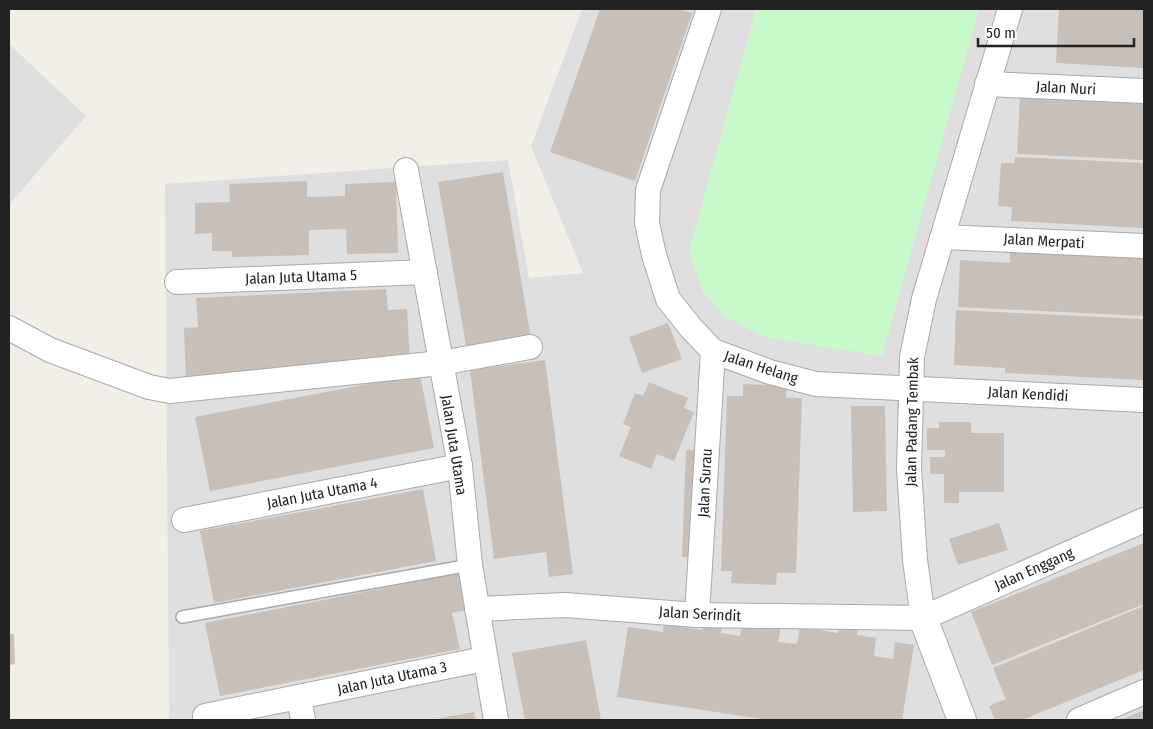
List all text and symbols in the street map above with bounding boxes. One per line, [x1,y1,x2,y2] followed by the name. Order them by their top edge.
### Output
[978,15,1134,47] scale bar
[986,24,1016,42] text: 50 m
[1036,77,1096,99] street label: Jalan Nuri
[1003,230,1085,252] street label: Jalan Merpati
[245,266,357,288] street label: Jalan Juta Utama 5
[722,347,800,387] street label: Jalan Helang
[902,357,922,487] street label: Jalan Padang Tembak
[987,383,1069,405] street label: Jalan Kendidi
[437,393,471,497] street label: Jalan Juta Utama
[694,448,716,518] street label: Jalan Surau
[265,473,379,513] street label: Jalan Juta Utama 4
[992,544,1076,594] street label: Jalan Enggang
[658,603,742,625] street label: Jalan Serindit
[335,658,449,698] street label: Jalan Juta Utama 3

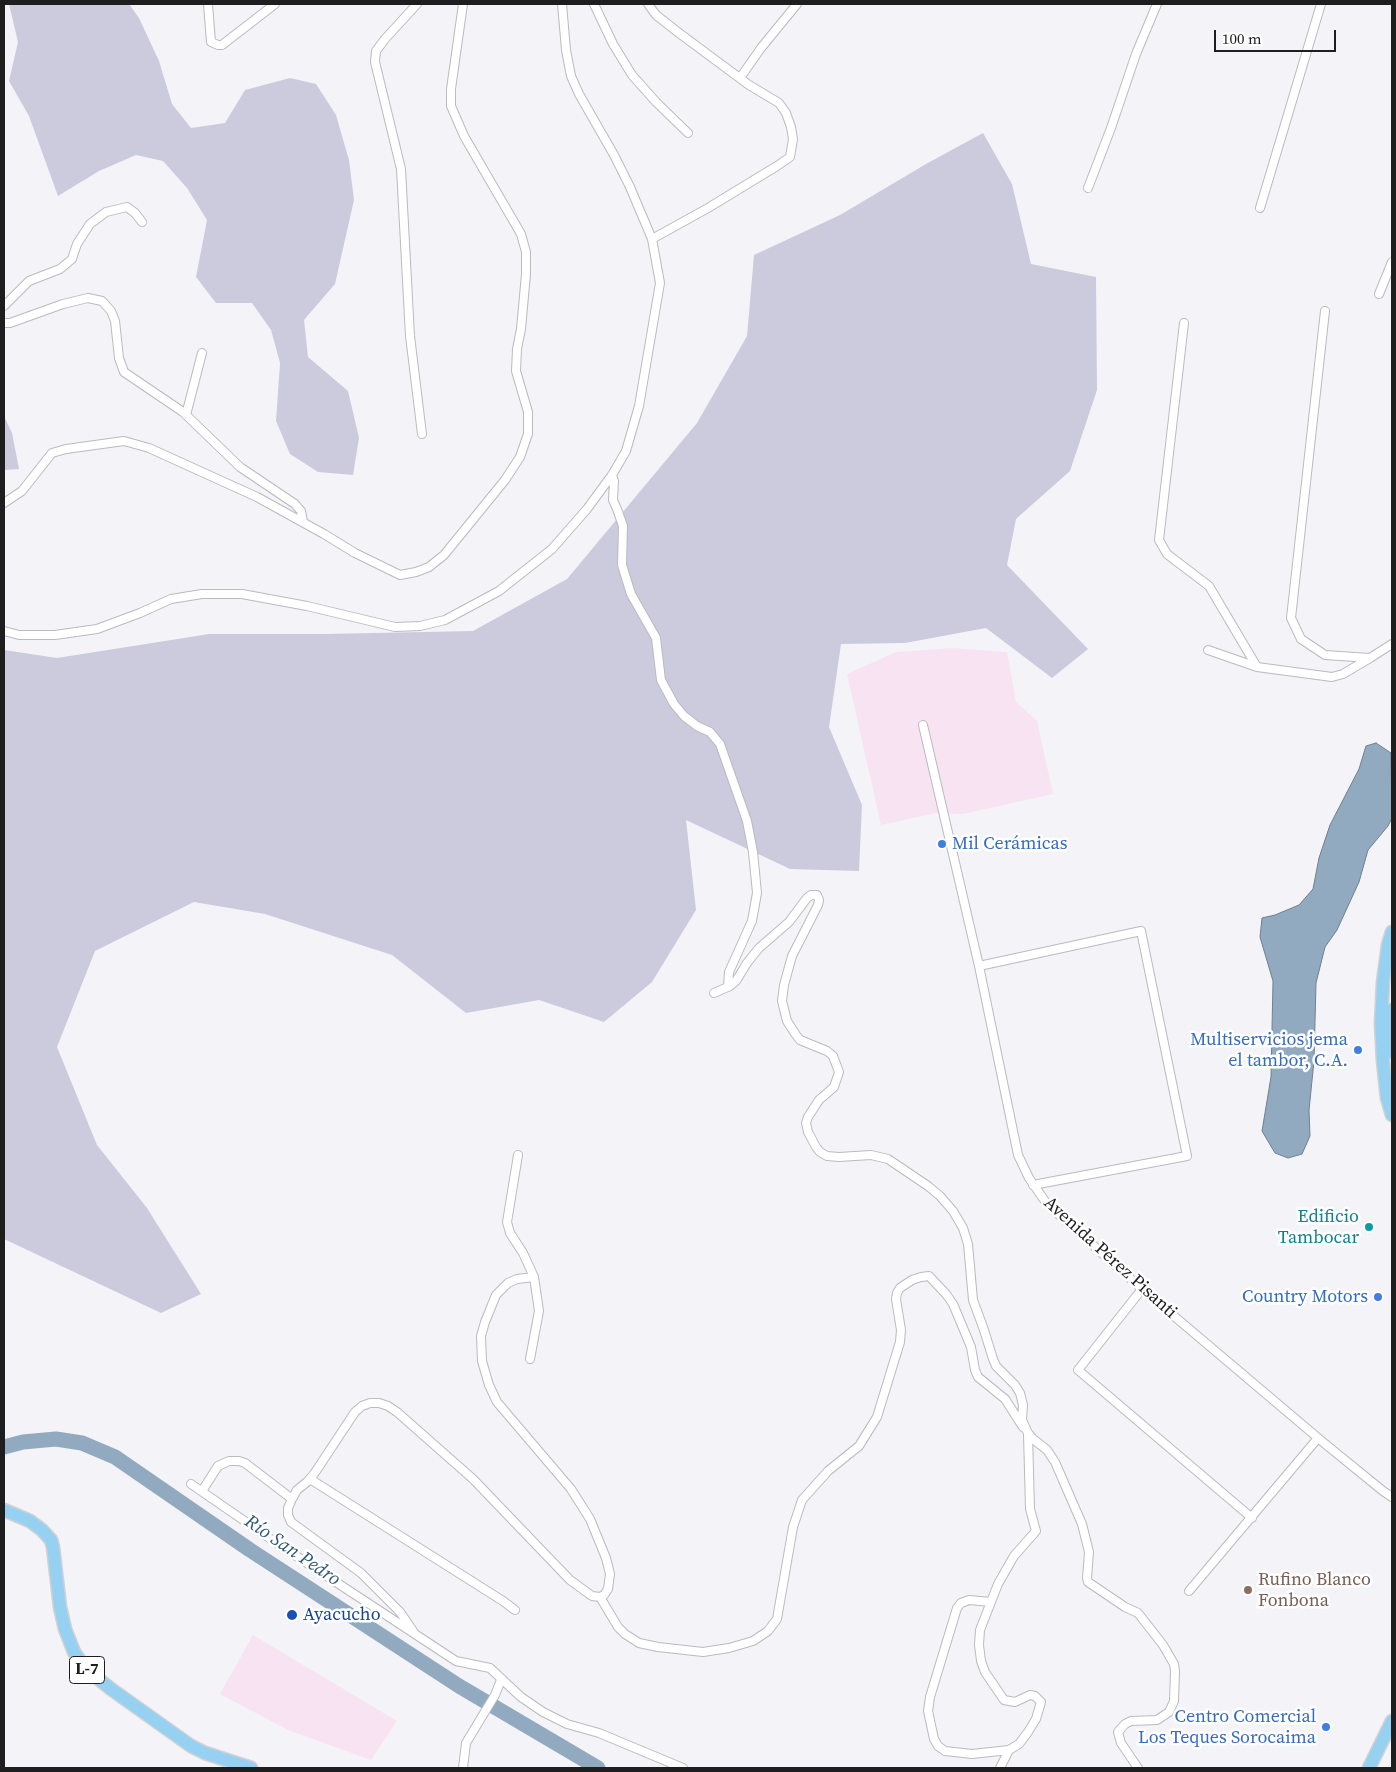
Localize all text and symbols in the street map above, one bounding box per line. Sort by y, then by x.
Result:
scale bar [1216,20,1338,52]
text: 100 m [1222,28,1262,49]
place label: Mil Cerámicas [952,833,1068,855]
marker: Mil Cerámicas [936,838,948,850]
place label: Multiservicios jema el tambor, C.A. [1190,1029,1348,1072]
marker: Multiservicios jema el tambor, C.A. [1352,1044,1364,1056]
street label: Avenida Pérez Pisanti [1039,1192,1181,1324]
place label: Edificio Tambocar [1278,1206,1359,1248]
marker: Edificio Tambocar [1363,1221,1375,1233]
place label: Country Motors [1242,1286,1368,1308]
marker: Country Motors [1372,1291,1384,1303]
water label: Río San Pedro [240,1511,344,1591]
place label: Rufino Blanco Fonbona [1258,1569,1371,1612]
marker: Rufino Blanco Fonbona [1242,1584,1254,1596]
place label: Ayacucho [303,1604,381,1626]
marker: Ayacucho [285,1608,299,1622]
road number: L-7 [70,1656,104,1684]
place label: Centro Comercial Los Teques Sorocaima [1138,1706,1316,1748]
marker: Centro Comercial Los Teques Sorocaima [1320,1721,1332,1733]

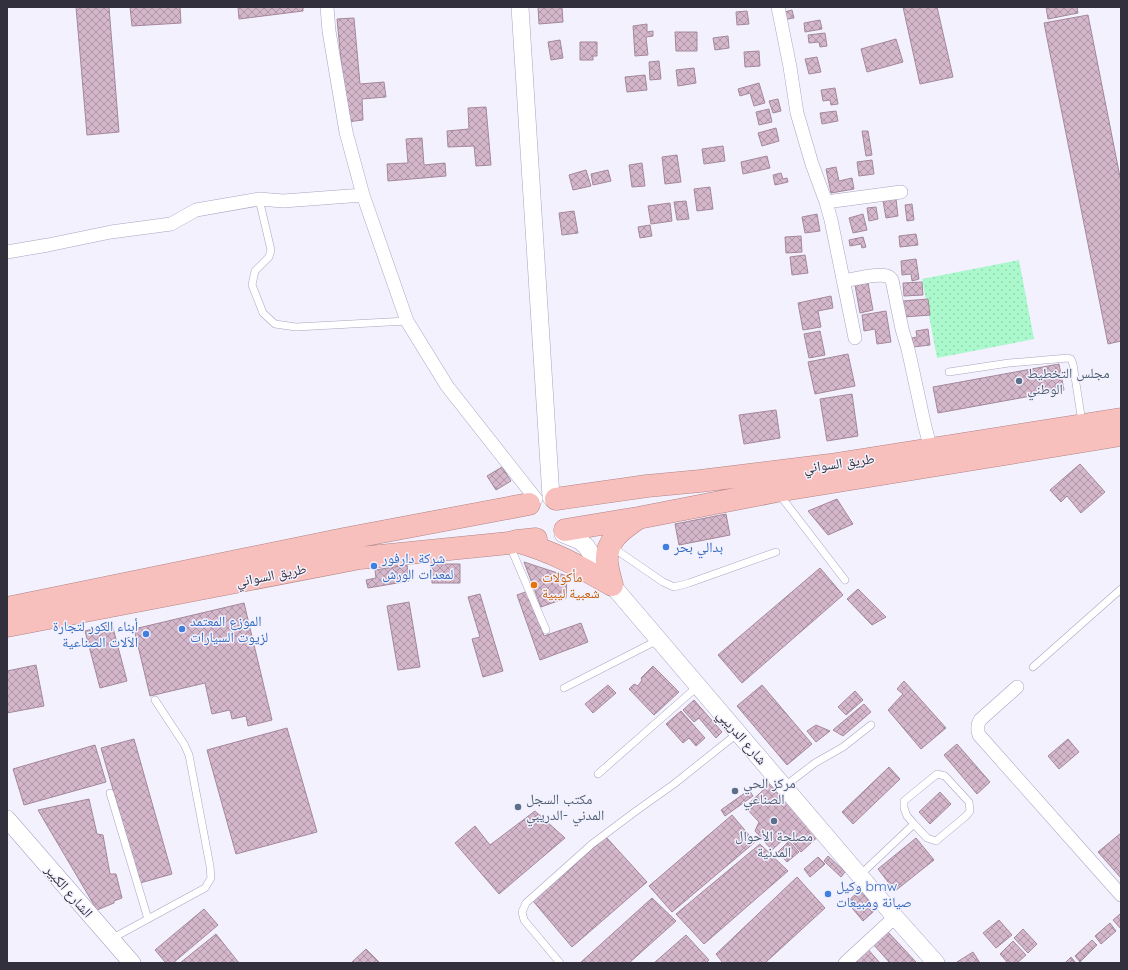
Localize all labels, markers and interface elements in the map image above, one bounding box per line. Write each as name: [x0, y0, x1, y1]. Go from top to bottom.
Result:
place label: مجلس التخطيط الوطني: [1027, 364, 1110, 401]
marker: مجلس التخطيط الوطني: [1014, 376, 1024, 386]
street label: طريق السواني: [802, 449, 876, 479]
place label: بدالي بحر: [673, 538, 723, 559]
marker: بدالي بحر: [661, 542, 671, 552]
place label: شركة دارفور لمعدات الورش: [381, 549, 454, 583]
street label: طريق السواني: [234, 559, 308, 593]
marker: شركة دارفور لمعدات الورش: [369, 561, 379, 571]
place label: مأكولات شعبية ليبية: [542, 568, 600, 602]
marker: مأكولات شعبية ليبية: [529, 580, 539, 590]
place label: الموزع المعتمد لزيوت السيارات: [190, 612, 268, 646]
place label: أبناء الكور لتجارة الاَلات الصناعية: [53, 617, 138, 651]
marker: الموزع المعتمد لزيوت السيارات: [177, 624, 187, 634]
marker: أبناء الكور لتجارة الاَلات الصناعية: [141, 629, 151, 639]
street label: شارع الدريبي: [711, 706, 771, 770]
place label: مركز الحي الصناعي: [743, 774, 796, 811]
marker: مركز الحي الصناعي: [730, 786, 740, 796]
place label: مكتب السجل المدني -الدريبي: [526, 790, 604, 827]
marker: مكتب السجل المدني -الدريبي: [513, 802, 523, 812]
marker: مصلحة الأحوال المدنية: [769, 816, 779, 826]
place label: مصلحة الأحوال المدنية: [735, 827, 813, 861]
street label: الشارع الكبير: [40, 860, 97, 922]
place label: وكيل bmw صيانة ومبيعات: [836, 877, 912, 911]
marker: وكيل bmw صيانة ومبيعات: [823, 889, 833, 899]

========================================

To answer, copy each line from the material above that has the word "شركة".

__YOUR SOLUTION__.
place label: شركة دارفور لمعدات الورش: [381, 549, 454, 583]
marker: شركة دارفور لمعدات الورش: [369, 561, 379, 571]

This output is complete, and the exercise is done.